Issue 40 validate example data #75

e-lo · 2022-10-07T05:52:07Z

This pull request:

adds example data
updates validation scripts
adds documentation for adding data and validating it

Use this instead because it is more configurable/extensible than the redirects.

1. Add example data (imperfect for now) generated by script `create_example` in data/example/data 2. Update validate-data GH action to refer to correct repos.

e-lo · 2022-10-07T05:55:11Z

Issues that are still not working:

References in datapackage.json are to githubusercontent.com, not local...not sure how to fix?
Not sure how to validate a single file using CLI to the schema
GH Action?
tides.spec.json should probably be a profile?

Would love thoughts form @botanize and @j-meelah

botanize · 2022-10-07T14:30:20Z

High-level, I'm not sure about the utility of generating random data to validate. It's a bit circular, and I'm not sure there's any real benefit. For example, could the random data generation script help anyone translate their existing CAD/AVL data into TIDES?

References in datapackage.json are to githubusercontent.com, not local...not sure how to fix?

It doesn't seem like these references are a problem? Though the profile on your datapackage.json should be tabular-data-package.

Not sure how to validate a single file using CLI to the schema

frictionless validate data/example/data/vehicle_locations --schema spec/vehicle_locations.schema.json

GH Action?

For validation? why not just frictionless validate data/example/data/datapackage.json? Can even output json or yaml (--json, --yaml)

tides.spec.json should probably be a profile?

I'm not sure anything in the spec matches what we provided in tides.spec.json. Everything in the spec that describes a collection requires data resources. Maybe we could make a profile that describes a collection of tableSchema?
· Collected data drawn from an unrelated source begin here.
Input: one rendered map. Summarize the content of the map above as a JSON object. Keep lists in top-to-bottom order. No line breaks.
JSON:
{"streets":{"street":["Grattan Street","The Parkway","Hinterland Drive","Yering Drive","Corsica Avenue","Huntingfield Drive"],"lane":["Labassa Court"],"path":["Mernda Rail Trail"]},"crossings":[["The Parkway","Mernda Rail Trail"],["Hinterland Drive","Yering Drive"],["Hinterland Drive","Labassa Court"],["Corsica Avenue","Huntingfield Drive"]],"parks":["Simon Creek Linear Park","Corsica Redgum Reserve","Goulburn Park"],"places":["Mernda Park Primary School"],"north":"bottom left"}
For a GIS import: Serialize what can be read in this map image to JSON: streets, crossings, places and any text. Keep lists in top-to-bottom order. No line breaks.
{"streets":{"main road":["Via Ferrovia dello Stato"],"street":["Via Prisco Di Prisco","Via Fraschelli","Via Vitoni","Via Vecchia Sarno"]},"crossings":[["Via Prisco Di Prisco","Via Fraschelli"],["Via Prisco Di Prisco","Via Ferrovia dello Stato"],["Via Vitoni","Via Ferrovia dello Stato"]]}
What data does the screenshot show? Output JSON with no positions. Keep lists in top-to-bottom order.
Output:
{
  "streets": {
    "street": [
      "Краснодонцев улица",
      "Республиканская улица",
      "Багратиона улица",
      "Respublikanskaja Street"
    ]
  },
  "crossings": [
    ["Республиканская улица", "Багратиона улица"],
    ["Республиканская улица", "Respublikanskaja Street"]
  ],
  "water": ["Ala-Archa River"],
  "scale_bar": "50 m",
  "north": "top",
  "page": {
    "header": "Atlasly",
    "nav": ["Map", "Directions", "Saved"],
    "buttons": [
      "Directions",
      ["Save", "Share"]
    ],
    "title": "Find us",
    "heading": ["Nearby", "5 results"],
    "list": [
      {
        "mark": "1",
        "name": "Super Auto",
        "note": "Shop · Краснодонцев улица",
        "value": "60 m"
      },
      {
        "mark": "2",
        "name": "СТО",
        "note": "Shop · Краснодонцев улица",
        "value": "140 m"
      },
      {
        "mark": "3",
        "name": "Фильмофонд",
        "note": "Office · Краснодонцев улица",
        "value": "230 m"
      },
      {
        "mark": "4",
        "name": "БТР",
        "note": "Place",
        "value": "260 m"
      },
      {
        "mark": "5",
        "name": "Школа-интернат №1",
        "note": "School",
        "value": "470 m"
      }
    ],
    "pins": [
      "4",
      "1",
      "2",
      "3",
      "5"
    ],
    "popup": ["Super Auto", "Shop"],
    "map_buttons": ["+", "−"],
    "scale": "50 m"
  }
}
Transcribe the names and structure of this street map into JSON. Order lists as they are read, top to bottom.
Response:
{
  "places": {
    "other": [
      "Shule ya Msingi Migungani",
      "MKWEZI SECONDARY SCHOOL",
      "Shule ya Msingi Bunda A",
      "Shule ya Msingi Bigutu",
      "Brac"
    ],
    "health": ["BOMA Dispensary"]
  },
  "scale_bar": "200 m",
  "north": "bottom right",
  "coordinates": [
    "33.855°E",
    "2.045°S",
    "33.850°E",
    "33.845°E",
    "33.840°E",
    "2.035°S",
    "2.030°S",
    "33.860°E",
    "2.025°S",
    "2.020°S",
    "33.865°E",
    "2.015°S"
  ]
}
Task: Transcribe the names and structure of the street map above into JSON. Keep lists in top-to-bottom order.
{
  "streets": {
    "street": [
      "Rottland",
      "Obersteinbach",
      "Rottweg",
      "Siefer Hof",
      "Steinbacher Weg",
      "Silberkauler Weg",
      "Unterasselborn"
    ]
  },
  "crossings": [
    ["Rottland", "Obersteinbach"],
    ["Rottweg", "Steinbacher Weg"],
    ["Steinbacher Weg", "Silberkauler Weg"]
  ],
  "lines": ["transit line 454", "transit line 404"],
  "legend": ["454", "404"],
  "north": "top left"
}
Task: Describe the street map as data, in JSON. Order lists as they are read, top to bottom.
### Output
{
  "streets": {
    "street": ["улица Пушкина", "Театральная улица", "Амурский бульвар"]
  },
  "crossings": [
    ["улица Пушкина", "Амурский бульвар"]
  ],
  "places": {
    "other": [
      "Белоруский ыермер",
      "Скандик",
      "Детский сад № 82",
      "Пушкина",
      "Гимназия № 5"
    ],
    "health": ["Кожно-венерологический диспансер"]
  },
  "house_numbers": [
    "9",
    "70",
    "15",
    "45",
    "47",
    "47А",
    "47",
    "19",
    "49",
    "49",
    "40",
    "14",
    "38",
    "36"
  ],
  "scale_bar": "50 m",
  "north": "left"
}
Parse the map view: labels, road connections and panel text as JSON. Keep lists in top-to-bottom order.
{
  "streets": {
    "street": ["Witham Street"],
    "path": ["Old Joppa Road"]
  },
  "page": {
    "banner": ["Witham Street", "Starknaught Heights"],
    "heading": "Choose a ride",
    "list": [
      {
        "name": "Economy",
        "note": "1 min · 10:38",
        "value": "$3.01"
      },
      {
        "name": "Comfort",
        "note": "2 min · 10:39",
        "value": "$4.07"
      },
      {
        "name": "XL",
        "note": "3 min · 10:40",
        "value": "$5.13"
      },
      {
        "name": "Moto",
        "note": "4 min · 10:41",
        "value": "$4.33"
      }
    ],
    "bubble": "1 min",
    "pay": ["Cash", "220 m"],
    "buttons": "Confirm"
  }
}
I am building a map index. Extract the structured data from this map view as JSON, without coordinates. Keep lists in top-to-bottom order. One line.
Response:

Seems like a lot of work, and the only work tides.spec.json is doing is listing the remaining files in spec (description is in the table schema, path is nonsense, required is always false). I recommend removing tides.spec.json.

I started producing example data from Metro Transit in the jpr_sample_data branch. It's kind of a lot of work to produce! Do you want to look at that and see how we can merge our work?

e-lo · 2022-10-07T16:02:25Z

High-level, I'm not sure about the utility of generating random data to validate. It's a bit circular, and I'm not sure there's any real benefit.

I agree - I think the real benefit is generating the blank CSVs to "fill out" if you want to. I will remove the random stuff :-)

e-lo · 2022-10-07T16:04:10Z

It doesn't seem like these references are a problem?

I was trying to figure out how to make a local reference, which doesn't seem to be as easy in the current structure b/c navigating folders w/out code is...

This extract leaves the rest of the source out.